It's the pipeline, stupid

14th Feb 20

Are we seeing some progress at last on diversity in business leadership? The news is good from the FTSE 100, whose constituent companies have collectively filled a third of their director positions with women, according to the Hampton-Alexander Review (H-AR), up from 12.5% in 2011. The press has duly reported this as a victory for equality.

The 33% figure is important because it’s above the tipping point when “contributions of the minority group cease being representative of that particular group and start to be judged on their own merit.” That’s the definition provided by the 30% Club, the campaigning group and networking organisation set up by Dame Helena Morrissey ten years ago to improve gender balance in business.

But behind the encouraging numbers there are some caveats. (Even the Government’s report on the H-AR suggests “more needs to be done”.) Most notable is that fact that we can’t claim that boards are truly blind to gender – or, more positively, that they are accessing the right talent regardless of what it looks like – until we have more senior executive positions held by women.

There the picture is a little different. FTSE 100 stats compiled in June 2019 by Cranfield show 28 women (up from 24 in 2015) hold exec roles in 25 blue-chips. The Cranfield report lists 12 female CFOs.
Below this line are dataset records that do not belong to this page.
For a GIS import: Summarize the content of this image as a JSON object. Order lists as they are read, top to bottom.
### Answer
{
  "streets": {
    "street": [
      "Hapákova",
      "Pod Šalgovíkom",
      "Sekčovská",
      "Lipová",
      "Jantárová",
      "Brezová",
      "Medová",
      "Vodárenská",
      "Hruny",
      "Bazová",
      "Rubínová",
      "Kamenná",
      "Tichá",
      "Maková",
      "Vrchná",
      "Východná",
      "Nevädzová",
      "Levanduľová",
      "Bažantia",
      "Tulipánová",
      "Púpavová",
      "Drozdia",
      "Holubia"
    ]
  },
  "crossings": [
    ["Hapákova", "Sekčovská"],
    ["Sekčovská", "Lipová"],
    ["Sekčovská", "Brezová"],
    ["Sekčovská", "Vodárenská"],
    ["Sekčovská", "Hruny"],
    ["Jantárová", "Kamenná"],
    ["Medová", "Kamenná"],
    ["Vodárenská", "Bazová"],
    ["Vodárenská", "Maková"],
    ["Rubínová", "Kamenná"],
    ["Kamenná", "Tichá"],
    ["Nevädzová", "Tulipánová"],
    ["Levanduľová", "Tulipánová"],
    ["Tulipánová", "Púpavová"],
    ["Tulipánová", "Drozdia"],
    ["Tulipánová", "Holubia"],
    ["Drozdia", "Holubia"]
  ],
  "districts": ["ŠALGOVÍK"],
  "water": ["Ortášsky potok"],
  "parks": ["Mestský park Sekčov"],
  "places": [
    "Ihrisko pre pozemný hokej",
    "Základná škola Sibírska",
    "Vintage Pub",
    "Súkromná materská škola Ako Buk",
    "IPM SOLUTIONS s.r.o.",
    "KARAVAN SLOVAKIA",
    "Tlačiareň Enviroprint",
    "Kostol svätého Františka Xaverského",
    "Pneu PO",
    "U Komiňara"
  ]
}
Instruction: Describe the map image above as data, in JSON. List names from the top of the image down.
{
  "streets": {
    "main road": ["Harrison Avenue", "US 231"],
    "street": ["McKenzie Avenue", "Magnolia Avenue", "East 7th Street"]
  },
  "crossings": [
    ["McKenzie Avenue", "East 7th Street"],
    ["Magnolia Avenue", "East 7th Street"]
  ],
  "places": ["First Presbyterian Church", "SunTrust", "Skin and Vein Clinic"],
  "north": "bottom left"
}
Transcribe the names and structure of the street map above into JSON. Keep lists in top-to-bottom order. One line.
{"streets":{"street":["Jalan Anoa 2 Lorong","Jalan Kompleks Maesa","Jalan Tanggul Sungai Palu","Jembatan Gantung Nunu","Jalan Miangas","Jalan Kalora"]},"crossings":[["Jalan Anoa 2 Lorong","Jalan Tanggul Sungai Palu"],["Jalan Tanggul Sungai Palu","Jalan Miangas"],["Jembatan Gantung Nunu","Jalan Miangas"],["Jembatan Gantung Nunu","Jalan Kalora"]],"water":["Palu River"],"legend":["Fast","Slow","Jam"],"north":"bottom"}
Even the more recent H-AR (with figures that are six months fresher, and presumably include another uptick in female execs) says just 15% of FTSE 100 finance chiefs are women.

So let’s break it down for the FTSE 100, based on Cranfield’s more granular data:
• Total number of directorships: 1,056
Directorships held by women: 339 (32.1%)
• Total exec directorships: 257
Exec posts held by women: 28 (10.9%)
• NED posts held by women: 311 (38.9%)
Number of FTSE 100 companies with a woman exec director: 25

Cranfield's data is 6 months old - but paints a less rosy picture

Note that the H-AR’s claim that “28.6% of FTSE 100 leadership roles are held by women” defines that group as execs or direct reports into main board positions.
(One other interesting stat: the number of single-female – so-called "one and done" – boards within the broader FTSE 350 is still 39. Only two boards remain all-male. But the number of all-male executive committees in the FTSE 350 is currently still 44.)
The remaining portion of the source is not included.